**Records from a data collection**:
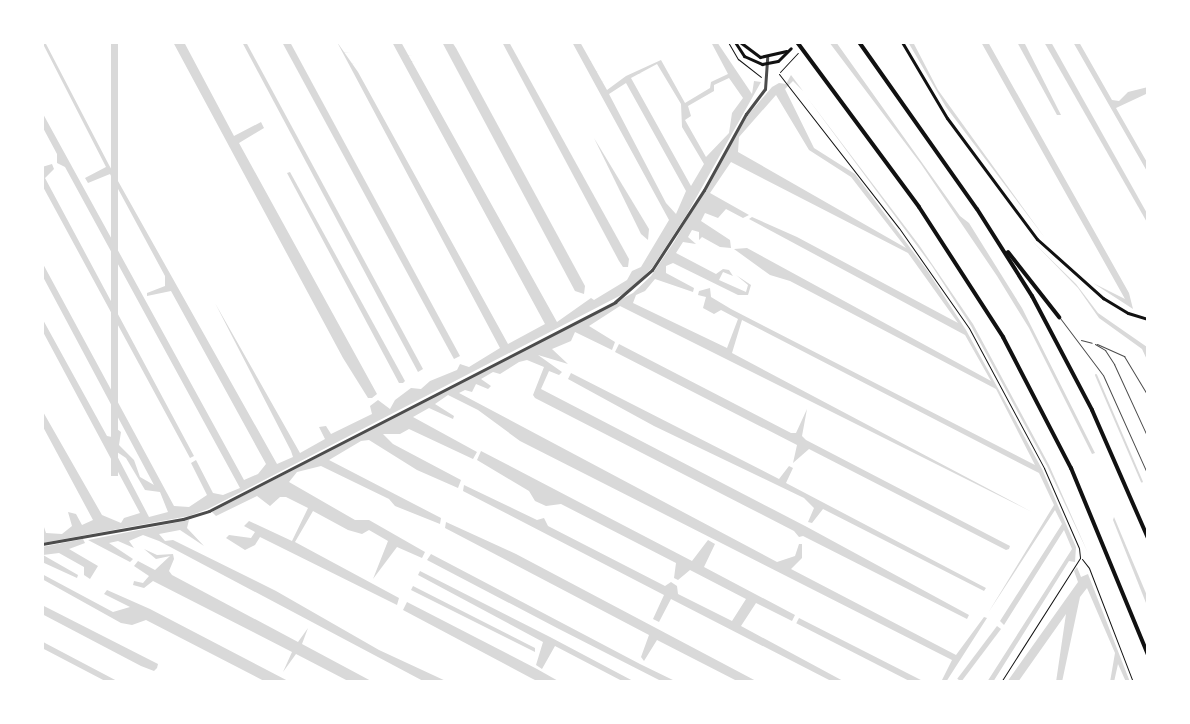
<!DOCTYPE html>
<style>
body{margin:0}
#map{position:relative;width:1190px;height:724px;overflow:hidden;background:#fff;font-family:Ubuntu,sans-serif}
div>[style]{position:absolute}
.water>*{inset:0;background:#d9d9d9;transform-origin:0 0}
.stream>*{height:2px;margin:-1px;padding:0 1px;transform-origin:1px;border-radius:1px;background:#d9d9d9}
.path>*{height:1px;margin:-0.5px;padding:0 0.5px;transform-origin:0.5px;border-radius:0.5px;background:#111}
.service>*{height:1px;margin:-0.5px;padding:0 0.5px;transform-origin:0.5px;border-radius:0.5px;background:#4c4c4c}
.tertiary>*{height:3px;margin:-1.5px;padding:0 1.5px;transform-origin:1.5px;border-radius:1.5px;background:#4c4c4c}
.secondary>*{height:3px;margin:-1.5px;padding:0 1.5px;transform-origin:1.5px;border-radius:1.5px;background:#111}
.motorway>*{height:4px;margin:-2px;padding:0 2px;transform-origin:2px;border-radius:2px;background:#111}
span{translate:-50% -50%;white-space:nowrap;text-align:center;line-height:1.15;-webkit-text-stroke:6px #fff;paint-order:stroke}
.frame{position:absolute;inset:0;border:44px solid #fff;pointer-events:none}
</style>
<div id="map">
<div class="water">
<i style="clip-path:polygon(evenodd,42px 42px,45px 42px,109px 165px,277px 464px,293px 457px,291px 451px,215px 303px,300px 453px,325px 439px,319px 427px,326px 426px,331px 434px,372px 414px,370px 406px,378px 400px,390px 409px,395px 400px,411px 388px,421px 389px,430px 381px,457px 370px,460px 364px,469px 367px,500px 348px,337px 42px,358px 72px,508px 344px,545px 324px,392px 42px,401px 42px,557px 322px,591px 298px,594px 300px,627px 280px,632px 271px,641px 267px,669px 220px,572px 42px,580px 42px,607px 90px,626px 76px,661px 60px,685px 103px,710px 88px,711px 82px,728px 74px,711px 42px,717px 42px,752px 94px,754px 81px,761px 82px,687px 214px,652px 268px,627px 292px,208px 509px,189px 516px,42px 543px,42px 521px,46px 533px,62px 534px,72px 526px,68px 512px,76px 514px,82px 525px,93px 520px,42px 425px,42px 410px,102px 515px,121px 523px,124px 518px,140px 513px,42px 330px,42px 318px,107px 436px,112px 437px,117px 429px,121px 432px,119px 445px,134px 460px,140px 477px,154px 485px,42px 275px,42px 262px,174px 506px,189px 507px,207px 495px,191px 463px,196px 460px,213px 493px,223px 495px,240px 488px,65px 167px,57px 163px,57px 154px,42px 126px,42px 112px,244px 480px,258px 474px,266px 464px,171px 291px,147px 296px,147px 293px,165px 286px,165px 276px,110px 174px,88px 183px,85px 178px,106px 167px,42px 42px,657px 64px,681px 104px,682px 127px,704px 164px,691px 186px,631px 78px,657px 64px,42px 42px,729px 78px,743px 98px,732px 113px,729px 133px,706px 157px,685px 120px,691px 116px,688px 106px,714px 91px,714px 85px,729px 78px,42px 42px,626px 83px,686px 191px,676px 214px,666px 203px,609px 94px,626px 83px,42px 42px,114px 450px,126px 458px,145px 490px,160px 492px,168px 512px,149px 517px,114px 450px)"></i>
<i style="left:111px;top:42px;width:7px;height:434px"></i>
<i style="clip-path:polygon(173px 42px,184px 42px,234px 136px,261px 122px,264px 128px,239px 143px,377px 394px,372px 398px,368px 398px,343px 358px)"></i>
<i style="clip-path:polygon(242px 42px,246px 42px,423px 369px,418px 372px)"></i>
<i style="clip-path:polygon(282px 42px,290px 42px,460px 356px,454px 359px,449px 350px)"></i>
<i style="clip-path:polygon(442px 42px,452px 42px,456px 48px,585px 286px,584px 294px,575px 291px)"></i>
<i style="clip-path:polygon(502px 42px,509px 42px,629px 259px,628px 267px,623px 267px,619px 261px)"></i>
<i style="clip-path:polygon(829px 42px,836px 42px,960px 216px,969px 223px,1022px 308px,1095px 453px,1092px 454px,1029px 328px,997px 276px,921px 164px)"></i>
<i style="clip-path:polygon(908px 42px,913px 42px,938px 90px,1045px 238px,946px 107px)"></i>
<i style="clip-path:polygon(981px 42px,988px 42px,1129px 293px,1133px 309px,1093px 283px,1125px 299px)"></i>
<i style="clip-path:polygon(1017px 42px,1024px 42px,1061px 115px,1057px 115px)"></i>
<i style="clip-path:polygon(1044px 42px,1051px 42px,1148px 215px,1148px 224px)"></i>
<i style="clip-path:polygon(1073px 42px,1079px 42px,1112px 100px,1119px 101px,1128px 92px,1148px 87px,1146px 94px,1116px 108px,1148px 164px,1148px 173px)"></i>
<i style="clip-path:polygon(evenodd,791px 75px,803px 91px,793px 81px,785px 89px,814px 148px,855px 174px,929px 273px,966px 330px,1042px 469px,1076px 547px,1075px 562px,1069px 561px,993px 682px,987px 682px,1072px 549px,1064px 530px,1004px 625px,1000px 621px,1062px 524px,1055px 510px,988px 613px,1054px 505px,1039px 473px,742px 320px,732px 353px,1032px 512px,620px 306px,589px 326px,615px 342px,612px 350px,575px 332px,571px 341px,552px 349px,568px 364px,538px 355px,562px 372px,559px 375px,549px 371px,541px 389px,807px 527px,969px 615px,967px 619px,803px 536px,799px 537px,794px 531px,535px 398px,533px 395px,544px 367px,527px 360px,519px 362px,500px 374px,493px 372px,481px 379px,491px 386px,488px 389px,476px 384px,472px 392px,465px 390px,459px 393px,777px 562px,795px 556px,799px 544px,802px 544px,802px 558px,791px 569px,956px 655px,984px 617px,987px 618px,946px 682px,941px 682px,952px 660px,520px 441px,478px 410px,448px 395px,435px 404px,454px 416px,453px 419px,429px 408px,413px 417px,477px 452px,473px 459px,409px 429px,400px 434px,383px 434px,393px 444px,461px 480px,458px 488px,417px 470px,369px 440px,361px 441px,329px 460px,441px 518px,440px 524px,395px 506px,389px 499px,321px 466px,297px 472px,289px 482px,355px 520px,369px 520px,425px 552px,422px 558px,397px 547px,373px 579px,388px 541px,369px 530px,362px 534px,348px 530px,313px 511px,295px 542px,399px 598px,397px 605px,260px 537px,255px 545px,245px 550px,226px 538px,229px 535px,251px 538px,255px 532px,244px 526px,249px 521px,292px 541px,308px 508px,286px 497px,280px 497px,270px 506px,257px 496px,216px 516px,212px 512px,633px 293px,651px 276px,674px 242px,748px 115px,772px 87px,779px 83px,786px 84px,791px 75px,776px 95px,809px 150px,851px 177px,906px 248px,738px 152px,739px 137px,776px 95px,791px 75px,731px 162px,908px 253px,958px 323px,797px 237px,752px 217px,749px 219px,965px 335px,991px 381px,747px 248px,734px 249px,770px 275px,790px 281px,996px 389px,1035px 465px,731px 309px,711px 297px,710px 288px,699px 291px,698px 295px,706px 297px,703px 308px,714px 314px,721px 310px,738px 319px,727px 348px,633px 303px,636px 295px,645px 291px,655px 279px,693px 292px,694px 288px,666px 273px,666px 266px,673px 263px,738px 295px,748px 295px,751px 285px,736px 275px,748px 285px,746px 292px,719px 280px,723px 272px,733px 276px,729px 270px,723px 269px,716px 274px,676px 253px,683px 242px,696px 244px,688px 237px,692px 230px,699px 232px,699px 240px,702px 237px,720px 247px,731px 248px,730px 240px,701px 221px,705px 213px,718px 218px,726px 209px,743px 218px,749px 215px,710px 193px,731px 162px)"></i>
<i style="clip-path:polygon(806px 96px,919px 245px,973px 324px,1049px 465px,1088px 553px,1047px 466px,971px 326px,932px 266px)"></i>
<i style="clip-path:polygon(594px 138px,649px 229px,648px 240px,641px 234px)"></i>
<i style="clip-path:polygon(52px 164px,54px 169px,45px 178px,194px 456px,190px 458px,42px 185px,42px 167px)"></i>
<i style="clip-path:polygon(290px 172px,405px 381px,403px 383px,399px 383px,287px 173px)"></i>
<i style="clip-path:polygon(1032px 241px,1076px 284px,1098px 313px,1147px 347px,1148px 362px,1142px 349px,1099px 318px,1078px 288px)"></i>
<i style="clip-path:polygon(619px 344px,791px 433px,796px 433px,807px 409px,802px 436px,806px 440px,1010px 546px,1009px 549px,1006px 550px,809px 449px,793px 463px,797px 445px,615px 352px)"></i>
<i style="clip-path:polygon(571px 373px,779px 479px,789px 466px,793px 468px,786px 483px,986px 588px,984px 591px,823px 509px,812px 523px,808px 522px,814px 508px,804px 498px,654px 426px,568px 379px)"></i>
<i style="clip-path:polygon(481px 451px,692px 561px,708px 540px,715px 544px,704px 567px,795px 615px,792px 621px,756px 603px,741px 626px,845px 682px,833px 682px,671px 599px,659px 622px,653px 619px,664px 595px,463px 491px,464px 485px,537px 520px,544px 518px,548px 526px,665px 586px,671px 582px,677px 586px,678px 594px,732px 621px,746px 599px,690px 570px,678px 580px,674px 578px,676px 563px,561px 504px,546px 506px,535px 501px,529px 491px,477px 460px)"></i>
<i style="clip-path:polygon(1114px 517px,1148px 598px,1148px 608px,1113px 520px)"></i>
<i style="clip-path:polygon(189px 520px,187px 528px,204px 546px,180px 530px,159px 534px,165px 541px,173px 540px,276px 591px,379px 650px,448px 682px,425px 682px,159px 541px,143px 535px,129px 541px,134px 548px,118px 541px,109px 543px,133px 559px,130px 562px,88px 540px)"></i>
<i style="clip-path:polygon(446px 522px,516px 554px,758px 682px,739px 682px,657px 640px,644px 661px,641px 657px,649px 635px,445px 528px)"></i>
<i style="clip-path:polygon(83px 539px,85px 543px,69px 549px,98px 566px,90px 579px,84px 575px,84px 567px,59px 553px,43px 555px,78px 575px,77px 578px,42px 562px,42px 547px)"></i>
<i style="clip-path:polygon(144px 549px,157px 555px,173px 554px,174px 559px,169px 571px,172px 575px,298px 642px,308px 628px,302px 644px,373px 682px,350px 682px,296px 654px,283px 672px,292px 652px,153px 581px,144px 588px,133px 585px,134px 581px,143px 583px,149px 576px,134px 566px,138px 561px,155px 570px,170px 556px,156px 559px)"></i>
<i style="clip-path:polygon(431px 554px,640px 664px,677px 682px,663px 682px,557px 628px,427px 560px)"></i>
<i style="clip-path:polygon(1077px 567px,1081px 577px,1088px 574px,1130px 682px,1126px 682px,1118px 664px,1114px 682px,1110px 682px,1115px 653px,1087px 588px,1080px 597px,1062px 682px,1056px 682px,1066px 614px,1018px 682px,1007px 682px,1078px 582px,1074px 571px)"></i>
<i style="clip-path:polygon(420px 571px,550px 637px,635px 682px,624px 682px,555px 646px,542px 669px,536px 665px,543px 642px,418px 575px)"></i>
<i style="clip-path:polygon(42px 574px,113px 612px,130px 607px,104px 594px,107px 590px,150px 609px,290px 682px,266px 682px,146px 620px,132px 625px,121px 623px,42px 579px)"></i>
<i style="clip-path:polygon(413px 586px,535px 648px,535px 652px,411px 590px)"></i>
<i style="clip-path:polygon(407px 602px,537px 669px,560px 682px,539px 682px,531px 678px,403px 610px)"></i>
<i style="clip-path:polygon(42px 605px,158px 664px,157px 668px,154px 671px,141px 666px,42px 614px)"></i>
<i style="left:799px;top:618px;width:139px;height:6px;rotate:27deg"></i>
<i style="left:997px;top:626px;width:5px;height:66px;rotate:37deg"></i>
<i style="clip-path:polygon(42px 641px,45px 643px,119px 682px,107px 682px,42px 648px)"></i>
</div>
<div class="stream">
<i style="left:1096px;top:375px;width:116px;rotate:66.7deg"></i>
</div>
<div class="path">
<i style="left:728px;top:42px;width:20px;rotate:60deg"></i>
<i style="left:738px;top:59px;width:29px;rotate:38deg"></i>
<i style="left:780px;top:72px;width:26px;rotate:-47deg"></i>
<i style="left:779px;top:74px;width:195px;rotate:52.1deg"></i>
<i style="left:899px;top:228px;width:122px;rotate:55deg"></i>
<i style="left:969px;top:328px;width:159px;rotate:61.8deg"></i>
<i style="left:1044px;top:468px;width:87px;rotate:66.4deg"></i>
<i style="left:1079px;top:548px;width:10px;rotate:84deg"></i>
<i style="left:1080px;top:558px;width:147px;rotate:122.5deg"></i>
<i style="left:1082px;top:559px;width:11px;rotate:52deg"></i>
<i style="left:1089px;top:568px;width:122px;rotate:68.9deg"></i>
</div>
<div class="service">
<i style="left:1060px;top:318px;width:71px;rotate:53deg"></i>
<i style="left:1103px;top:375px;width:110px;rotate:65.8deg"></i>
<i style="left:1081px;top:340px;width:11px;rotate:15deg"></i>
<i style="left:1095px;top:344px;width:12px;rotate:31deg"></i>
<i style="left:1105px;top:350px;width:17px;rotate:57deg"></i>
<i style="left:1114px;top:364px;width:81px;rotate:65.3deg"></i>
<i style="left:1097px;top:344px;width:30px;rotate:24deg"></i>
<i style="left:1124px;top:356px;width:47px;rotate:59deg"></i>
</div>
<div class="tertiary">
<i style="left:42px;top:544px;width:143px;rotate:-10.1deg"></i>
<i style="left:183px;top:519px;width:27px;rotate:-17deg"></i>
<i style="left:209px;top:511px;width:457px;rotate:-27.2deg"></i>
<i style="left:615px;top:302px;width:49px;rotate:-40.9deg"></i>
<i style="left:652px;top:270px;width:95px;rotate:-57deg"></i>
<i style="left:704px;top:190px;width:87px;rotate:-61.1deg"></i>
<i style="left:746px;top:114px;width:31px;rotate:-53deg"></i>
<i style="left:765px;top:89px;width:32px;rotate:-86deg"></i>
</div>
<div class="secondary">
<i style="left:735px;top:42px;width:17px;rotate:57deg"></i>
<i style="left:744px;top:56px;width:20px;rotate:24deg"></i>
<i style="left:762px;top:64px;width:16px;rotate:-11deg"></i>
<i style="left:778px;top:61px;width:18px;rotate:-45deg"></i>
<i style="left:740px;top:42px;width:25px;rotate:37deg"></i>
<i style="left:760px;top:57px;width:27px;rotate:-13deg"></i>
<i style="left:902px;top:42px;width:88px;rotate:59.4deg"></i>
<i style="left:947px;top:118px;width:151px;rotate:53.4deg"></i>
<i style="left:1037px;top:239px;width:89px;rotate:41.8deg"></i>
<i style="left:1103px;top:298px;width:29px;rotate:31deg"></i>
<i style="left:1128px;top:313px;width:21px;rotate:17deg"></i>
</div>
<div class="motorway">
<i style="left:797px;top:42px;width:205px;rotate:53.5deg"></i>
<i style="left:919px;top:207px;width:155px;rotate:57.1deg"></i>
<i style="left:1003px;top:337px;width:148px;rotate:62.6deg"></i>
<i style="left:1071px;top:468px;width:202px;rotate:67.6deg"></i>
<i style="left:859px;top:42px;width:204px;rotate:54.8deg"></i>
<i style="left:977px;top:209px;width:103px;rotate:57.7deg"></i>
<i style="left:1032px;top:296px;width:129px;rotate:62.2deg"></i>
<i style="left:1092px;top:410px;width:140px;rotate:66.4deg"></i>
<i style="left:1008px;top:252px;width:83px;rotate:51.9deg"></i>
</div>
<div class="frame"></div>
</div>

**Exercise**: A single number, please: the count of lines above that contain the string "absolute".

**Completed exercise**: 2